— Exercise aim —
Only lines containing the string "justify" belong in the answer; find them in the records and copy them.

Data in this exercise START

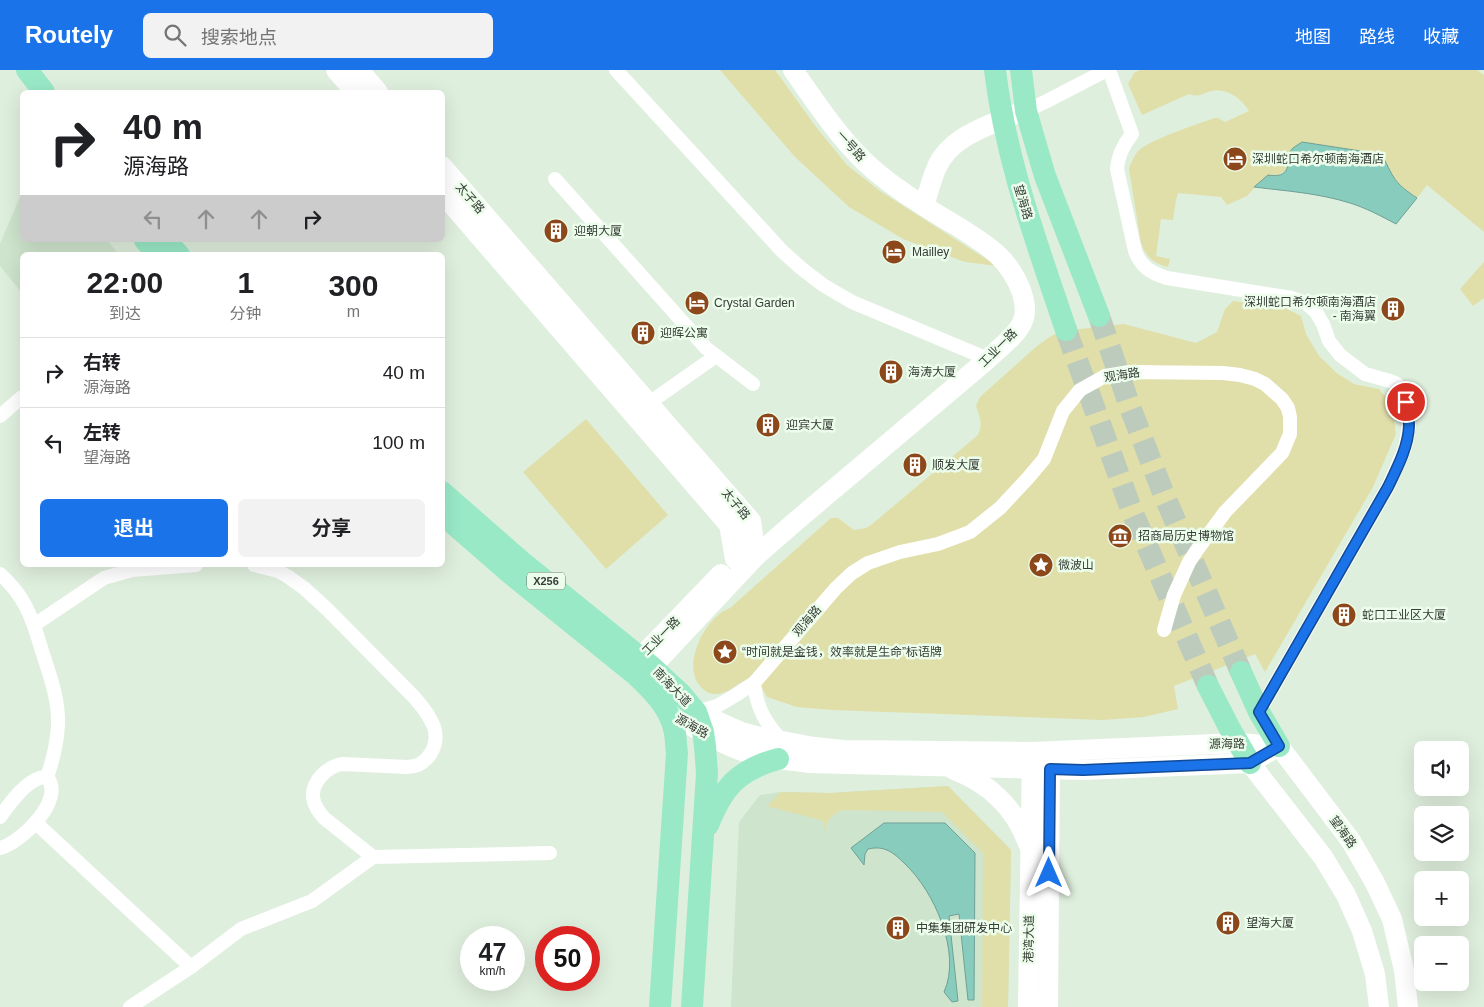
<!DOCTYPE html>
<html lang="zh">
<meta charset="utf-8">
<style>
:root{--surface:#fff;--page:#f2f2f2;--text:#202124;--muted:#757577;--line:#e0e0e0;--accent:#1a73e8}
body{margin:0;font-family:Arial,"Noto Sans SC",sans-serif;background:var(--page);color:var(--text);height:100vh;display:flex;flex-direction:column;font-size:19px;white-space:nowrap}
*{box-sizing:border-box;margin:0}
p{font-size:16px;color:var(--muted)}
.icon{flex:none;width:28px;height:28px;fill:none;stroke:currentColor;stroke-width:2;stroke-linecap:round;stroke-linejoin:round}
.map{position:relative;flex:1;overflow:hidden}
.sheet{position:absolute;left:20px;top:182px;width:425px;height:315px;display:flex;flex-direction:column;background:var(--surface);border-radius:8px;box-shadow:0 5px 20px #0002}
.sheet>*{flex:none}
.top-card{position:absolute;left:20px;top:20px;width:425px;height:152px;border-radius:8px;box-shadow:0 5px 20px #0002;background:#fff;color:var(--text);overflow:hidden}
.controls{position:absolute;left:1414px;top:671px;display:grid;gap:10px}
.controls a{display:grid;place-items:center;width:55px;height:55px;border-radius:8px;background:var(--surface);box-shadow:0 5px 20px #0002;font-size:25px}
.speed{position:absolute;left:460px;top:856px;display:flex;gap:10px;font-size:25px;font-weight:700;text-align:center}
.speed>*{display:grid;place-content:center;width:65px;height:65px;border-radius:50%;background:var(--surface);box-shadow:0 5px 20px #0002;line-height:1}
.speed small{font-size:12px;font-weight:400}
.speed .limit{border:8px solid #d22;background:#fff;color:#111}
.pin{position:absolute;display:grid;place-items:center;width:42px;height:42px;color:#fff;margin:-21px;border:2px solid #fff;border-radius:50%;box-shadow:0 1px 5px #0007}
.me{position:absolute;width:55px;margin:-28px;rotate:0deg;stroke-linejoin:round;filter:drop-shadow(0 0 4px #0008)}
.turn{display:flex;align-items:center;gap:18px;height:105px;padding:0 20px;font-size:22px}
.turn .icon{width:65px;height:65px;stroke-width:2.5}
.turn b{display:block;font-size:35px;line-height:42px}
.lanes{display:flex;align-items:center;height:48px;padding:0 20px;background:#0003;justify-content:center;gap:25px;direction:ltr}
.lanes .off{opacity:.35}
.eta{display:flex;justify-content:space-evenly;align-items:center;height:85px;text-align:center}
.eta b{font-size:30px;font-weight:700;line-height:35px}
.primary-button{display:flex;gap:10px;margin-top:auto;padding:10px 20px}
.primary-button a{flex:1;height:58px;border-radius:8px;background:var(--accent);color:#fff;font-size:20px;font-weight:700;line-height:58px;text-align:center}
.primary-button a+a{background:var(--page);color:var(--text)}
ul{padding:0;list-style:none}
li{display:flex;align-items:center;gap:15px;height:70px;padding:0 20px;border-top:1px solid var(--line)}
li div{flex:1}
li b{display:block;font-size:19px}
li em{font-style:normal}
header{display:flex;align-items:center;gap:30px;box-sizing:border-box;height:70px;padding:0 25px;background:var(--accent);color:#fff}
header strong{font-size:24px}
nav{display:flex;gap:28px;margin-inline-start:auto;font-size:18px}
.search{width:350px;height:45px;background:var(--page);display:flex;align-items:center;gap:12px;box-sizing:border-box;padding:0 18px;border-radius:8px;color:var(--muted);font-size:19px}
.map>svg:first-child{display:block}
.built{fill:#cee4cc}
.green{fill:#e0dfa9}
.water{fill:#88ccbe;stroke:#6fa195}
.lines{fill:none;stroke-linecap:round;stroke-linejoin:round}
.primary-tunnel{stroke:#bdcbbc;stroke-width:22;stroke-dasharray:22 11;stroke-linecap:butt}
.street{stroke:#fff;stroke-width:14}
.secondary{stroke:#fff;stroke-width:20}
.primary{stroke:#99e9c7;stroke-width:22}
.route-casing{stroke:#114b97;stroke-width:12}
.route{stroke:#1a73e8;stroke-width:9}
.labels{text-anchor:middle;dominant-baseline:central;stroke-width:5;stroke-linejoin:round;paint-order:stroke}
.shield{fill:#ecfdeb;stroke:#6d776c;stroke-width:1}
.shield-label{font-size:11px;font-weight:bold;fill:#363d36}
.street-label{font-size:12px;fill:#363d36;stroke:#ecfdeb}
.poi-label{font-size:12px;fill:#363d36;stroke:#ecfdeb;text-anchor:start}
</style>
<header>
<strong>Routely</strong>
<div class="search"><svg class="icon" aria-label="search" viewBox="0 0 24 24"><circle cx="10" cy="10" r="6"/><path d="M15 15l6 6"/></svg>搜索地点</div>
<nav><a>地图</a><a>路线</a><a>收藏</a></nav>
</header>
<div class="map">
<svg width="1484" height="937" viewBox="0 0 1484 937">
<rect width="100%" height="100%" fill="#dfefdd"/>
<g class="built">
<polygon points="22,122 22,170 107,170 119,185 22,185 22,223 0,196 0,174"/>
<polygon points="948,716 1011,780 1008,937 731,937 739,752 760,725 781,722 830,723"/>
</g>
<g class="green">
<polygon points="720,0 775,0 816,57 847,95 880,121 997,196 965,192 903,169 849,137 795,87"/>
<path d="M1140 0H1477L1484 5V162L1427 115 1417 128C1401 116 1394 112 1387 92L1288 84 1289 96 1287 100 1276 106 1263 109 1247 126 1227 135 1221 127 1178 123 1176 130 1173 150 1161 149 1156 186 1170 189 1168 197C1154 194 1146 187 1141 173L1129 99C1131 93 1134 86 1138 81 1151 69 1196 55 1214 48H1218L1225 52 1249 41C1241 29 1229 18 1212 21 1202 23 1200 28 1189 24L1142 45 1128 14 1134 3Z"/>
<polygon points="1484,192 1484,228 1473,236 1460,219"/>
<path d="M1233 231 1285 238 1301 246 1306 264 1319 286 1338 304 1354 314 1379 319 1392 335 1396 364 1373 417 1265 602 1255 584 1174 616 1178 639 1144 647 1103 650 832 640 797 637 767 627 760 614 752 608C737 611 730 625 713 624 708 623 703 620 700 616 681 594 706 546 730 538L831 448H838L854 460 866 458 871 455 978 365C983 354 980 347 976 336L980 327 1037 276 1051 266 1063 261 1124 254 1196 273 1217 262 1225 239Z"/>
<polygon points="586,349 668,445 606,499 523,402"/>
<path d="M948 716 1011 780 1008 937H982L983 783 942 742 843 740C831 744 827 751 824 762V751L767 736 781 722 830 723Z"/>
</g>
<g class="water">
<path d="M1302 72 1380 84C1387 92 1388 98 1393 106 1398 115 1408 122 1417 128L1396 154C1381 146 1366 138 1350 133 1318 123 1286 121 1254 117L1268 105C1285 108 1290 100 1288 84L1293 78Z"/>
<path d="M884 753H945L975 783 974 930H968L959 844 949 846 958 931 952 932 944 922C962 883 934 821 905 794 894 783 885 775 868 779L865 784 864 795 851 778Z"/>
</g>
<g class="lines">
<g class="primary-tunnel">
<polyline points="1099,246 1130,337 1164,425 1241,602"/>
<polyline points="1066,260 1131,439 1208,616"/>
</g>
<g class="street">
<polyline points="616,0 782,181 801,198 823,215 852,232 988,289"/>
<path d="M1109 0 1132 64C1123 75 1118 85 1117 99L1135 181C1141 197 1151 203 1167 208L1292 228 1306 233 1316 242 1323 254 1329 271 1340 285 1365 304 1390 311 1397 314 1402 321 1406 332 1409 356 1405 378 1388 417 1259 642"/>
<polyline points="1026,41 1045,32 1107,0"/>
<polyline points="555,109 706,278 753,314"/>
<polyline points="649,333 716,286"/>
<polyline points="0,346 22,327"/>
<path d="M254 495 278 501 287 506 304 518 327 539 414 627C422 636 430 646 434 657 440 676 427 697 407 697L342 694C327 697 312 711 313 727 314 736 319 742 324 748L373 787"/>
<path d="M0 504C10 513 20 525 26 537 34 552 38 568 43 584 50 606 59 630 58 655 57 673 53 690 47 707"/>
<polyline points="34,555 104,508 132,500 196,495"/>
<path d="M754 613C757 639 765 652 782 671"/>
<polyline points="696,642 717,636 736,625 754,613 836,518 852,503 868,493 900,482 938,474 970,462 1000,438 1028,408 1044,389 1063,341 1080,320 1105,306 1130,302 1223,303 1240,305 1255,309 1265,314 1282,329 1288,338 1290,347 1290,364 1282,383 1225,442 1197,480 1189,492 1174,525 1164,560"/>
<path d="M0 747C10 733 29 706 47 707 66 729 21 773 0 778"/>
<polyline points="36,753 191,897"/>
<polyline points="130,937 191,897 241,859 312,831 373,787 550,783"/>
</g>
<g class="secondary">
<polyline points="336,0 355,22"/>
<polyline points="359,0 378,22"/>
<path d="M793 0C815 31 837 65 865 92 883 109 903 123 924 136"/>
<polyline points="442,96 751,451 756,486"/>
<polyline points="442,123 756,486"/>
<polyline points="729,454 735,489"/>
<polyline points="637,602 641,587 721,504"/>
<path d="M638 604 652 597 756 486 796 451 988 289C999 278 1015 267 1022 253 1027 243 1025 233 1022 223 1010 188 986 174 957 156 946 150 935 143 924 136 928 124 931 111 936 99 949 67 987 56 1016 44"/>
<path d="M668 643C694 657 720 674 748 683 768 688 788 690 809 693L1083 700 1250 693 1279 676"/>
<polyline points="685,643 696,642 741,662 756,666 814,677 843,680 1032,682 1041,691"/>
<polyline points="1279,676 1351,771 1375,813 1392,849 1404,900 1408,937"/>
<polyline points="1250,693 1323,787 1346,825 1362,861 1375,904 1379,937"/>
<path d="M954 700C989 713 1016 739 1028 774"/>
<polyline points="1028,937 1032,682 1238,673 1279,676"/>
<polyline points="1048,937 1050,699"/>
</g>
<g class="primary">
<polyline points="27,0 44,22"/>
<path d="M995 0C1006 92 1037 173 1066 260"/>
<polyline points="1021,0 1026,41 1045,106 1099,246"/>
<polyline points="145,170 158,185"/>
<polyline points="165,170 179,185"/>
<polyline points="442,422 522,492 652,597 681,624 696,642 703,662 705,676 707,703 692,937"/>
<path d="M442 444 511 504 636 605C653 621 671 639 675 663 676 670 676 677 677 683L660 937"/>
<polyline points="1241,602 1259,642 1279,676"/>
<polyline points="1208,616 1230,659 1250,693"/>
<path d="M708 755C723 717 738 700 778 689"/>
</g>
</g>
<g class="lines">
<defs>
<path id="route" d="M1049 803 1050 699 1083 700 1250 693 1279 676 1259 642 1388 417C1397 398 1408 378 1409 356 1409 348 1407 340 1406 332"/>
</defs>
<use href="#route" class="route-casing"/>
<use href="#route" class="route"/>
</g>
<defs>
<symbol id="hotel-disc" viewBox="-11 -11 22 22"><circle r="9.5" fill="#8c481a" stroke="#ecfdeb"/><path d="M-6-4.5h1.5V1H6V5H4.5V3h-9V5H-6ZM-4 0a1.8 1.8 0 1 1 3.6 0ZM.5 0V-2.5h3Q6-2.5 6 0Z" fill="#fff"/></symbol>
<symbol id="building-disc" viewBox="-11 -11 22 22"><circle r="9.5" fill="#8c481a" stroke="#ecfdeb"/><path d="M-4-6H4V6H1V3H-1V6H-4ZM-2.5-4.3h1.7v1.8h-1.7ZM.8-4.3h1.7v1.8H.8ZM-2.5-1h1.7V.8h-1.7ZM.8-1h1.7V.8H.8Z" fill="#fff"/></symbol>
<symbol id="museum-disc" viewBox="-11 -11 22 22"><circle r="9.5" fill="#8c481a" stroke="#ecfdeb"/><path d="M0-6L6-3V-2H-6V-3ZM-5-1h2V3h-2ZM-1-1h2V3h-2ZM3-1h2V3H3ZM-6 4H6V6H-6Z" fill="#fff"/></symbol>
<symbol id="sight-disc" viewBox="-11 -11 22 22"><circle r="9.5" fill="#8c481a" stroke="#ecfdeb"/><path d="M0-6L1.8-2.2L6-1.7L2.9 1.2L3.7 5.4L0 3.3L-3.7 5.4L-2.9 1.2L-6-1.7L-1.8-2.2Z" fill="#fff"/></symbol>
</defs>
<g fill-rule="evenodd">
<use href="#hotel-disc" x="1221" y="75" width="28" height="28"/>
<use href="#building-disc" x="542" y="147" width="28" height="28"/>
<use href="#hotel-disc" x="880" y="168" width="28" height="28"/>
<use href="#hotel-disc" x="683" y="219" width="28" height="28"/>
<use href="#building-disc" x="1379" y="225" width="28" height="28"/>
<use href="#building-disc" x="629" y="249" width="28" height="28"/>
<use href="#building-disc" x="877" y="288" width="28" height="28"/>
<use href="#building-disc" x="754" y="341" width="28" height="28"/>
<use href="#building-disc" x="901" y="381" width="28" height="28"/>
<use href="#museum-disc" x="1106" y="452" width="28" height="28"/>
<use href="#sight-disc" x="1027" y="481" width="28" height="28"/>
<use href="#building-disc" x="1330" y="531" width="28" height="28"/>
<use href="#sight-disc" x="711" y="568" width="28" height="28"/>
<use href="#building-disc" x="1214" y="839" width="28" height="28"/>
<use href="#building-disc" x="884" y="844" width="28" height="28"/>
</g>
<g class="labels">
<rect class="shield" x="527" y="502.5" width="38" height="17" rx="4"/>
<g class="shield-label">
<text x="546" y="511">X256</text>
</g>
<g class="street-label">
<text transform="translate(851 76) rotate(48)">一号路</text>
<text transform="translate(470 128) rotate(49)">太子路</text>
<text transform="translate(1023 132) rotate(73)">望海路</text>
<text transform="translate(998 278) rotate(-45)">工业一路</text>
<text transform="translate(1122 305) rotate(-9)">观海路</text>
<text transform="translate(736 434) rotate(50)">太子路</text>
<text transform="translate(807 551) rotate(-49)">观海路</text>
<text transform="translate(661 566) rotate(-46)">工业一路</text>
<text transform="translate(672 617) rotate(46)">南海大道</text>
<text transform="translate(692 656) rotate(29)">源海路</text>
<text transform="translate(1227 674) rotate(-1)">源海路</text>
<text transform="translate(1343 762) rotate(54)">望海路</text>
<text transform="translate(1029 869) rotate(-89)">港湾大道</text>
</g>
<g class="poi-label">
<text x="1252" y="89">深圳蛇口希尔顿南海酒店</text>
<text x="574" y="161">迎朝大厦</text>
<text x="912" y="182">Mailley</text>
<text x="1376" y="232" text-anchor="end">深圳蛇口希尔顿南海酒店<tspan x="1376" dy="14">- 南海翼</tspan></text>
<text x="714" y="233">Crystal Garden</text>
<text x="660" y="263">迎晖公寓</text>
<text x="908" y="302">海涛大厦</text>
<text x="786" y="355">迎宾大厦</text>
<text x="932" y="395">顺发大厦</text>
<text x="1138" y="466">招商局历史博物馆</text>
<text x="1058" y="495">微波山</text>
<text x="1362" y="545">蛇口工业区大厦</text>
<text x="742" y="582">“时间就是金钱，效率就是生命”标语牌</text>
<text x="1246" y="853">望海大厦</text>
<text x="916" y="858">中集集团研发中心</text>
</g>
</g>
</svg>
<div class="controls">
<a><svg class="icon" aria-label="sound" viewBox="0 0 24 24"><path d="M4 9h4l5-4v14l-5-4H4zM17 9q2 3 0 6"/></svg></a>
<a><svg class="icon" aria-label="layers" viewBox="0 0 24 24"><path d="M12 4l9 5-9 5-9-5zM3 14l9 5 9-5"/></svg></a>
<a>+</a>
<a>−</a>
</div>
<div class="speed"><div>47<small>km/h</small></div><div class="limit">50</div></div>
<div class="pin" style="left:1406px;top:332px;background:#d93025"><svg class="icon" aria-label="arrive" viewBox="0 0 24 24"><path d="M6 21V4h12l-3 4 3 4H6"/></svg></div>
<svg class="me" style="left:1049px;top:803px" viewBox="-20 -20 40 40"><path d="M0-17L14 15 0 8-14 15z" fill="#1a73e8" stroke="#fff" stroke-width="4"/></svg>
<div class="top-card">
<div class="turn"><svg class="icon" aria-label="right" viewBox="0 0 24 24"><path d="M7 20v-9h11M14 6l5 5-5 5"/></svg><div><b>40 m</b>源海路</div></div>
<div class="lanes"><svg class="icon off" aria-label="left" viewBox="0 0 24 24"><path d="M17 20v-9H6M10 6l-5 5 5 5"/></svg><svg class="icon off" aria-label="ahead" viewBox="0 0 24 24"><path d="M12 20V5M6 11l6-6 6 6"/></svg><svg class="icon off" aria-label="ahead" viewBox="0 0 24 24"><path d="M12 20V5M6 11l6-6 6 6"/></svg><svg class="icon" aria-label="right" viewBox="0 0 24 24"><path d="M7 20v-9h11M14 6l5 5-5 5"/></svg></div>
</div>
<section class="sheet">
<div class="eta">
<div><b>22:00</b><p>到达</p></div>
<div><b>1</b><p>分钟</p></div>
<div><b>300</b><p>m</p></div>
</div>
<ul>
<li><svg class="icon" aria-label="right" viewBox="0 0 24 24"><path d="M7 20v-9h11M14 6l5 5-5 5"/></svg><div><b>右转</b><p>源海路</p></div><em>40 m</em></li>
<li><svg class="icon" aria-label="left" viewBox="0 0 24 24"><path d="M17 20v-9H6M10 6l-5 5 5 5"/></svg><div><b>左转</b><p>望海路</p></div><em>100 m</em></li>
</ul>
<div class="primary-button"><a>退出</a><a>分享</a></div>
</section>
</div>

Data in this exercise END

— Written answer —
.lanes{display:flex;align-items:center;height:48px;padding:0 20px;background:#0003;justify-content:center;gap:25px;direction:ltr}
.eta{display:flex;justify-content:space-evenly;align-items:center;height:85px;text-align:center}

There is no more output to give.